Un rebelle inspecte une mosaïque endommagée par les bombardements et les combats à Maarret al-Noomane. Hervé Bar/AFP

Les touristes ont disparu depuis belle lurette. Mais selon les affiches autrefois destinées à guider le visiteur, l’endroit abrite « la plus grande collection de mosaïques du Moyen-Orient ». Au cœur de Maarret al-Noomane, le célèbre musée d’al-Maarra a presque échappé aux pillages, mais souffre de plus en plus des bombardements quotidiens de l’armée.
Devant les imposantes portes de bois recouvertes de fer forgé de la bâtisse du XVIIe siècle, la carcasse d’un véhicule criblé de balles gît sur la chaussée. Un tas de vieux pneus enflammés finit de se consumer dans une épaisse fumée noire. Kalachnikov à la main, le front ceint d’un ruban vert marqué de la profession de foi du Prophète, un rebelle à peine sorti de l’adolescence monte vaguement la garde. « Nous vaincrons ! » assure un graffiti griffonné sur la muraille du musée, annexé ces dernières semaines par la brigade rebelle des « martyrs de Maarret al-Nooman », qui en a fait l’une de ses positions dans la ville.
On entre sous la voûte du porche d’entrée en piétinant comme paillasson un portrait en mosaïque de l’ancien président Hafez el-Assad. Des combattants finissent leur petit déjeuner, adossés à une magnifique mosaïque romaine où un loup court après sa proie. Un majestueux péristyle fait le tour de l’immense cour pavée, parsemée de chapiteaux de colonnes antiques et encombrée par endroits de l’habituel bazar des soldats en campagne : bidons en plastique, matelas crasseux et chaussettes séchant au soleil. Un 4X4 aux couleurs de la nouvelle Syrie, surmonté d’une mitrailleuse 12,7mm, est garé à l’abri des colonnes.
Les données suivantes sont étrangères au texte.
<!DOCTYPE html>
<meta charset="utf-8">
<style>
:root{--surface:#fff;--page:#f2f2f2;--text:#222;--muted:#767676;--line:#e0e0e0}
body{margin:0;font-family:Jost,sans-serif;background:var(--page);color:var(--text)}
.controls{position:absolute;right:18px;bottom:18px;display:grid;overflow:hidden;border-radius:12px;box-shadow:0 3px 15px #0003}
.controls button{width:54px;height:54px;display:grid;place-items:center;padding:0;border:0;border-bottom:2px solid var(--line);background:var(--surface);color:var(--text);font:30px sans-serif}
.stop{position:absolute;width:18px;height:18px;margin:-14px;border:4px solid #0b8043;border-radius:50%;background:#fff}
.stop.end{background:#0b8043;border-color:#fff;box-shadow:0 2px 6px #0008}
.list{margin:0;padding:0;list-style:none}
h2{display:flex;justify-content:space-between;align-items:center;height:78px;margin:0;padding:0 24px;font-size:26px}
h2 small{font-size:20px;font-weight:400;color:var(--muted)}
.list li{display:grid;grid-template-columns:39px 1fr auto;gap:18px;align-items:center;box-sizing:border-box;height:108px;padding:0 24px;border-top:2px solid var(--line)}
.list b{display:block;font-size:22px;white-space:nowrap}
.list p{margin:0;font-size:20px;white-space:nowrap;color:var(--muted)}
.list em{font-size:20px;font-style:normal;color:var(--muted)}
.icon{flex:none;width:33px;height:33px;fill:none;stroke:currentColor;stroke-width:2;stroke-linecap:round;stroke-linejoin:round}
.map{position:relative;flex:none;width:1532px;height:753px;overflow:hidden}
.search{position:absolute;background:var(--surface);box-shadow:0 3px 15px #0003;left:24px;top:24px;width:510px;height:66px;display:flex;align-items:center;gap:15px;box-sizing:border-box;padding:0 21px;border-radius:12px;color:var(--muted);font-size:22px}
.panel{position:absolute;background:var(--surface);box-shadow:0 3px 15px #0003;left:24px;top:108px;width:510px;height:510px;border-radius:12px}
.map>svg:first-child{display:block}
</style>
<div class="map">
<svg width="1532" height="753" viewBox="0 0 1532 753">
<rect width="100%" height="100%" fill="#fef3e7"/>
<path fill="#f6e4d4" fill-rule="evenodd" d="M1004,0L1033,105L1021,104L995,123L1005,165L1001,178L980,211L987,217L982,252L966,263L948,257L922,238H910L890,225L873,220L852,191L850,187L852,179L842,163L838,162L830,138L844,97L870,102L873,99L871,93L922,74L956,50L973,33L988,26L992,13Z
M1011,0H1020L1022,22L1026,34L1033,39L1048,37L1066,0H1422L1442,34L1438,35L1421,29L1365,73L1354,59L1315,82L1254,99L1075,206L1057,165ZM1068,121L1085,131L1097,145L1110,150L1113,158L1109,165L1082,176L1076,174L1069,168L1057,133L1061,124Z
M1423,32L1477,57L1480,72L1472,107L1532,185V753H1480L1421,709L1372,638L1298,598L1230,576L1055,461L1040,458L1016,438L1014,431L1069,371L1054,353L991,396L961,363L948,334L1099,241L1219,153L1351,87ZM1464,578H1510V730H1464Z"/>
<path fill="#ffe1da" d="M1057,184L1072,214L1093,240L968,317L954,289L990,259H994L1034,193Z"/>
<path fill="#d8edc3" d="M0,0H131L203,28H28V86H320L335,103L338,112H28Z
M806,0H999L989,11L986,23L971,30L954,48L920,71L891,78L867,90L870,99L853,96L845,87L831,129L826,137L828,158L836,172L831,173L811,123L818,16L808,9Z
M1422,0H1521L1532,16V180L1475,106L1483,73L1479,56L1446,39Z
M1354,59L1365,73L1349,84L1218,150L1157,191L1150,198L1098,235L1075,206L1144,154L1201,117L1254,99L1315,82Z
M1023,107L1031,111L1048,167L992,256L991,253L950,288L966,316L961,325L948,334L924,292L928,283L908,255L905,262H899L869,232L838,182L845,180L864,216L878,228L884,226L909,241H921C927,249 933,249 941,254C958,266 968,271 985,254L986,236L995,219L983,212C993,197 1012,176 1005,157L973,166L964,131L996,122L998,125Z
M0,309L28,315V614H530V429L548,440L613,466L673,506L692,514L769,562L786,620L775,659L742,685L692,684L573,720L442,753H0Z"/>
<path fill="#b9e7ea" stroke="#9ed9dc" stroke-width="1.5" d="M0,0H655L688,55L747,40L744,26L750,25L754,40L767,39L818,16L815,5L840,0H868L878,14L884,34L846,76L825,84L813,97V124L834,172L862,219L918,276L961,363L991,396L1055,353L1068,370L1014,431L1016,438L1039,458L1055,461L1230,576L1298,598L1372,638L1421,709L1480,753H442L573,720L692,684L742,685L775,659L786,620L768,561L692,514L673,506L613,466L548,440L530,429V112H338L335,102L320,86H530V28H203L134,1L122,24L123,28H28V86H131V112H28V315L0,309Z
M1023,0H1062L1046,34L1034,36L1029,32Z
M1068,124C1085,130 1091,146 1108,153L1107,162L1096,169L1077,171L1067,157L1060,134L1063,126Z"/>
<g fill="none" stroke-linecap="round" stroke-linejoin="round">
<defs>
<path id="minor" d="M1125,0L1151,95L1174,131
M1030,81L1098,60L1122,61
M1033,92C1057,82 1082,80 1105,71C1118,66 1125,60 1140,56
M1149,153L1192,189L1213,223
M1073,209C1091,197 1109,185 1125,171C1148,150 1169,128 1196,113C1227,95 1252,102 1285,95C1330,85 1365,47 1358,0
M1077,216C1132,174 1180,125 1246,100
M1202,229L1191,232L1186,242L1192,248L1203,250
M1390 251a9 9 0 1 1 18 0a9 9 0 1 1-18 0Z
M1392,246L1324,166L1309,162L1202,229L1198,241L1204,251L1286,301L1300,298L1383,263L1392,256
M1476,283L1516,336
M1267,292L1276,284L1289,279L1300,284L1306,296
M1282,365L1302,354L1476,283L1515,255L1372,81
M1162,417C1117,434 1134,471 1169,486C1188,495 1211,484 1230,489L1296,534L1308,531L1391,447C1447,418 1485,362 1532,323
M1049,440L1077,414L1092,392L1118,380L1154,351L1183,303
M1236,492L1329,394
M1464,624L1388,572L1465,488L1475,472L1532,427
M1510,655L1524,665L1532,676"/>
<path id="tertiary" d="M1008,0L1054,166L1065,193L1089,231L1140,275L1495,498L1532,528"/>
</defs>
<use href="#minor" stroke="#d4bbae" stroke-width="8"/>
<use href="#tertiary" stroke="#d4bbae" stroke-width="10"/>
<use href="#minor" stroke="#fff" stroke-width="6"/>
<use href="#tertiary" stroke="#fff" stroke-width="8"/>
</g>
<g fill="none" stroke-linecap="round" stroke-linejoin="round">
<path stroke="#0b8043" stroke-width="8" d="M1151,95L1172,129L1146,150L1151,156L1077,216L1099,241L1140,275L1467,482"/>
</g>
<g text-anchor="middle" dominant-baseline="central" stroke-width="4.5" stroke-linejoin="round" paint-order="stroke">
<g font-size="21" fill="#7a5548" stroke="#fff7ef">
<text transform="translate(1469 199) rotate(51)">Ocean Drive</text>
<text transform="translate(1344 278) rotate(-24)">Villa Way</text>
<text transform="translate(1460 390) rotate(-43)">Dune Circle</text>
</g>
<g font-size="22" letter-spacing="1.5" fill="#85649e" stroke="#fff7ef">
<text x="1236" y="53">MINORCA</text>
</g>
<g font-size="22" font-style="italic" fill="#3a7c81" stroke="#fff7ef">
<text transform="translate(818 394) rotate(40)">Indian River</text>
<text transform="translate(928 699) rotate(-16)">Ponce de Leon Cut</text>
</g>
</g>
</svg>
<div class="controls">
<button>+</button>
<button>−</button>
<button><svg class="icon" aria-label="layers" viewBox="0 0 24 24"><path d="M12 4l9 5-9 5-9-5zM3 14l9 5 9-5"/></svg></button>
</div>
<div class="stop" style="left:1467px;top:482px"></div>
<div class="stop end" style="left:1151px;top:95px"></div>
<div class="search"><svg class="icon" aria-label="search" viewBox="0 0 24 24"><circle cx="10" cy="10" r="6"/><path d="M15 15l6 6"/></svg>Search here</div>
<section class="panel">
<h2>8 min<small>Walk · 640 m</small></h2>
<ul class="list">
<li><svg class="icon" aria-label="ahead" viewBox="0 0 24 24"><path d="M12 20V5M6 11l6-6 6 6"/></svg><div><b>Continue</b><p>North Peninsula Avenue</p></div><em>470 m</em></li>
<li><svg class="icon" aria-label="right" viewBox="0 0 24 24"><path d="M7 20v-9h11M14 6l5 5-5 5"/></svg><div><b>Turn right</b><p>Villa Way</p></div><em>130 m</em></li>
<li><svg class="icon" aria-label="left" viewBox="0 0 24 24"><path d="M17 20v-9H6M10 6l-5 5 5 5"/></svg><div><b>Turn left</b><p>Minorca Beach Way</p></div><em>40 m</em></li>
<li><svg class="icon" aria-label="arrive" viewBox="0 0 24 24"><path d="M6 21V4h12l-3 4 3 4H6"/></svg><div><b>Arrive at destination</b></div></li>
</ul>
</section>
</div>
Les rebelles, présents en petit nombre, occupent principalement l’entrée du bâtiment. Sept militaires capturés lors de récents combats sont retenus prisonniers dans une coursive derrière une grille de fer.
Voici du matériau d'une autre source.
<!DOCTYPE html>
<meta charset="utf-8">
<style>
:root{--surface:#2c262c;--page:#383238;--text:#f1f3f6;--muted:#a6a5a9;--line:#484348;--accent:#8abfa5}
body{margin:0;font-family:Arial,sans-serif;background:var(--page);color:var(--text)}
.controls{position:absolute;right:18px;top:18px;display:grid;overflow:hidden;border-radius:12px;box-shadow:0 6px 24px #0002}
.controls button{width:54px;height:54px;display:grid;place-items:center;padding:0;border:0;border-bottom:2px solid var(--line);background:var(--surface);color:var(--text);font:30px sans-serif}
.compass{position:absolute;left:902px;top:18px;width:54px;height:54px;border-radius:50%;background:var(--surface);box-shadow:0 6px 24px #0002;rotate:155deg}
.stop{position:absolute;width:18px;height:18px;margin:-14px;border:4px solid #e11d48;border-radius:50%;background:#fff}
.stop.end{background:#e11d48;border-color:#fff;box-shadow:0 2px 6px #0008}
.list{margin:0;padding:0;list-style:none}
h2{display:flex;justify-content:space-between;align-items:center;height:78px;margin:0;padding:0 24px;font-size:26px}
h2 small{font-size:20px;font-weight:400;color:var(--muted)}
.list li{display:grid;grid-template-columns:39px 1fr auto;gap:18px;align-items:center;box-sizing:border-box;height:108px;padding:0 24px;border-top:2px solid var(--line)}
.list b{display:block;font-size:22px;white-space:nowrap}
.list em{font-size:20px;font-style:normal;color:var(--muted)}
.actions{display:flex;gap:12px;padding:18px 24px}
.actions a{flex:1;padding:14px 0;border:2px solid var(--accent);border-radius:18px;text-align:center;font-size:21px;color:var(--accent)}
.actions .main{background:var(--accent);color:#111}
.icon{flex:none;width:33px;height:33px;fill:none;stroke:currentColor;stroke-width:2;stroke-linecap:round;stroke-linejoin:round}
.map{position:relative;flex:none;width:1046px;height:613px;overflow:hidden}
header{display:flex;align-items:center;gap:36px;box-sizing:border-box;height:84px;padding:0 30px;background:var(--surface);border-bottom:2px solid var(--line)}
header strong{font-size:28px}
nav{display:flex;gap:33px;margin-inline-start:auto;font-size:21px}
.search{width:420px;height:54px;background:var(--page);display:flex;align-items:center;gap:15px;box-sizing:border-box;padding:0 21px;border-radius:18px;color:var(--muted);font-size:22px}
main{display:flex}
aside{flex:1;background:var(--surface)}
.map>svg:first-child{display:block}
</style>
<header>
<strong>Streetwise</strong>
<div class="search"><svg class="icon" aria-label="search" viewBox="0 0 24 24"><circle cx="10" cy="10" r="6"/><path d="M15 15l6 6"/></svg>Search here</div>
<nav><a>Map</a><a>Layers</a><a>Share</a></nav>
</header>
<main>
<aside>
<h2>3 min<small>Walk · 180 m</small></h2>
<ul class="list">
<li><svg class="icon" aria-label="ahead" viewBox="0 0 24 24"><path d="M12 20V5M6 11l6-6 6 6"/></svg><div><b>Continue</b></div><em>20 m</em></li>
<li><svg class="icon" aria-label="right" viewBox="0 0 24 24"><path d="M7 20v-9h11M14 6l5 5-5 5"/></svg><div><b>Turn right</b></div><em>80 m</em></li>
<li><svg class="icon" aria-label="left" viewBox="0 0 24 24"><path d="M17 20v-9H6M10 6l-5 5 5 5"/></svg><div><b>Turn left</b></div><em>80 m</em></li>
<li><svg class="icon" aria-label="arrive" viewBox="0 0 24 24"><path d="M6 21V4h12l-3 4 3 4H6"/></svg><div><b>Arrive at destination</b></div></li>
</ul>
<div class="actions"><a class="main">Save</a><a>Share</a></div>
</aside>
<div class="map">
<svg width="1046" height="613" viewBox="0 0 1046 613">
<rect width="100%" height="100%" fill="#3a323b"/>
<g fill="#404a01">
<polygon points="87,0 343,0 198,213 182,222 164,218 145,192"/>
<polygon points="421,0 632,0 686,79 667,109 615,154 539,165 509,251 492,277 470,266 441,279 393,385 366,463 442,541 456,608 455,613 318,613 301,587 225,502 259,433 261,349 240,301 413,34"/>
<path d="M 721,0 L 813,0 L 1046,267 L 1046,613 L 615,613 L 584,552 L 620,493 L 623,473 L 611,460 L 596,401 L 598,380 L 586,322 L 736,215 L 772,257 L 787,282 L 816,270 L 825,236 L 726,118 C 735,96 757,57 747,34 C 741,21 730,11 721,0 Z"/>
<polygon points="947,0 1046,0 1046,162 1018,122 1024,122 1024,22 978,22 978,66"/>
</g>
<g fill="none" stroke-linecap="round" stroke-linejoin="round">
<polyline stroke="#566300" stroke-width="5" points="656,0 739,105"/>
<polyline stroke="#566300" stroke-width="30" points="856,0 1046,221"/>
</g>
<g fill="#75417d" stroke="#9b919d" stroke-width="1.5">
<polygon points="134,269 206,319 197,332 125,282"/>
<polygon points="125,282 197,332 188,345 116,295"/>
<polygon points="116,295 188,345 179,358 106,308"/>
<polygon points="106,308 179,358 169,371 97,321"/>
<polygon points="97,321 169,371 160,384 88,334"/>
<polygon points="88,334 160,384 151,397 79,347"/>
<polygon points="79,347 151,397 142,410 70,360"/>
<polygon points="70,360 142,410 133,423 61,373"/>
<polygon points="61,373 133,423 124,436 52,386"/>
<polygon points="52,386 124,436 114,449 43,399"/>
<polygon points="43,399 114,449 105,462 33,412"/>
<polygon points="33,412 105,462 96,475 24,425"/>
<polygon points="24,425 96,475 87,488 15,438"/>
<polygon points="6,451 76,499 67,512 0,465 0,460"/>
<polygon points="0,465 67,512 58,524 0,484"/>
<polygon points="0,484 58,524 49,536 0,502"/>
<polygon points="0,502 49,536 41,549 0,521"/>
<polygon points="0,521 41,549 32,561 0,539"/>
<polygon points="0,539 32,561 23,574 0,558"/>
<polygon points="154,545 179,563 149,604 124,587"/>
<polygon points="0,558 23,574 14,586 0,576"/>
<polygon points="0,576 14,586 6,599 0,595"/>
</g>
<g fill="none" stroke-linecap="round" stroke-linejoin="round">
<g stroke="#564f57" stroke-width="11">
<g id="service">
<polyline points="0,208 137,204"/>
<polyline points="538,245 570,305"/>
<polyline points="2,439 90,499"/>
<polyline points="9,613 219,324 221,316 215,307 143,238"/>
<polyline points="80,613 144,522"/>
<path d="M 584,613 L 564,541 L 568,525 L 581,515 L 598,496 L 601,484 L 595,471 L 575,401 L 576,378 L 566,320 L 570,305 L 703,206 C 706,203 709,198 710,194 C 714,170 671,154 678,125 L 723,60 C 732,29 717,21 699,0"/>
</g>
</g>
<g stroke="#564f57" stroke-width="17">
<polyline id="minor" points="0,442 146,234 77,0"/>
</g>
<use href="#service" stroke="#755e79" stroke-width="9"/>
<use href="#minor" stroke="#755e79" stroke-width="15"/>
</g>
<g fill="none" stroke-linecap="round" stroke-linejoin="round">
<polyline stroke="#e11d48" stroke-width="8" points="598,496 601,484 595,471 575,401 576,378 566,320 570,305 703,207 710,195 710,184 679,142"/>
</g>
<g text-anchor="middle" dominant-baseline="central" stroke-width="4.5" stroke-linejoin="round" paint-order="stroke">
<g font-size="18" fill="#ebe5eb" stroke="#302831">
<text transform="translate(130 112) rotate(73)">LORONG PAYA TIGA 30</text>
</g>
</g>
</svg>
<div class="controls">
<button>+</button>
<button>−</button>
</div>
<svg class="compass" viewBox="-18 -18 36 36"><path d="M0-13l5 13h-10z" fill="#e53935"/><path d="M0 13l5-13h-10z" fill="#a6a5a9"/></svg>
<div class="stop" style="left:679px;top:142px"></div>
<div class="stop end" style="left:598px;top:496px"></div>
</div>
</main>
Bâtie en 1665 par le sultan Murat Jalabi, cette ancienne halte pour voyageurs a connu ensuite plusieurs destinées : annexe de la grande mosquée, bazar puis simple débarras, et enfin musée national. Très bien conservée, la bâtisse aux épais murs de pierre est construite comme une forteresse autour d’une large cour carrée, avec une mosquée en son centre. Les collections du musée sont exposées à l’abri d’immenses salles voûtées. Un grand nombre de mosaïques découvertes et conservées au cours des siècles en Syrie sont rassemblées là, venues du royaume d’Apamé, de l’ancienne Antioche ou de cités aujourd’hui disparues. Représentations animales, scènes de chasse et de banquets, ce sont toutes des merveilles de cet art né à Ur (l’Irak actuel), répandu à la Grèce antique puis l’Empire romain, qui a connu son apogée sous l’Empire byzantin. Des poteries, faïences et figurines de l’ère pré-islamique y sont également exposées, dont certaines datent de 3000 à 2000 avant Jésus-Christ, selon leurs affichettes.
Le musée d’al-Maarra a été occupé jusqu’à fin août par l’armée. Les insurgés ont notamment justifié leur présence en ces murs par leur volonté d’empêcher « les vols, pillages et trafics », selon un de leurs chefs, Abou Ashem. Quelques pièces ont été dérobées par les militaires, affirment les rebelles, selon lesquels le directeur du musée a « recensé les objets manquants ». Dans les vitrines, il manque ainsi une collection de monnaies anciennes des débuts de l’ère islamique. Mais étonnamment, à part ces monnaies envolées et les quelques dégradations de la soldatesque, le bâtiment et ses inestimables collections ont été relativement épargnés. Jusqu’à la chute, début octobre, à quelques mètres de là, d’une bombe de TNT larguée par un chasseur-bombardier MiG. L’engin a littéralement pulvérisé plusieurs habitations et décapité net des dizaines de palmiers d’un jardin public voisin. Sous le souffle de l’explosion, vitres et hautes portes de bois ont volé en éclats. L’inestimable contenu de certaines étagères est tombé des présentoirs. Des statuettes de déesses romaines gisent au pied des vitrines. Des poteries vieilles de plus de 2 000 ans sont réduites en morceaux.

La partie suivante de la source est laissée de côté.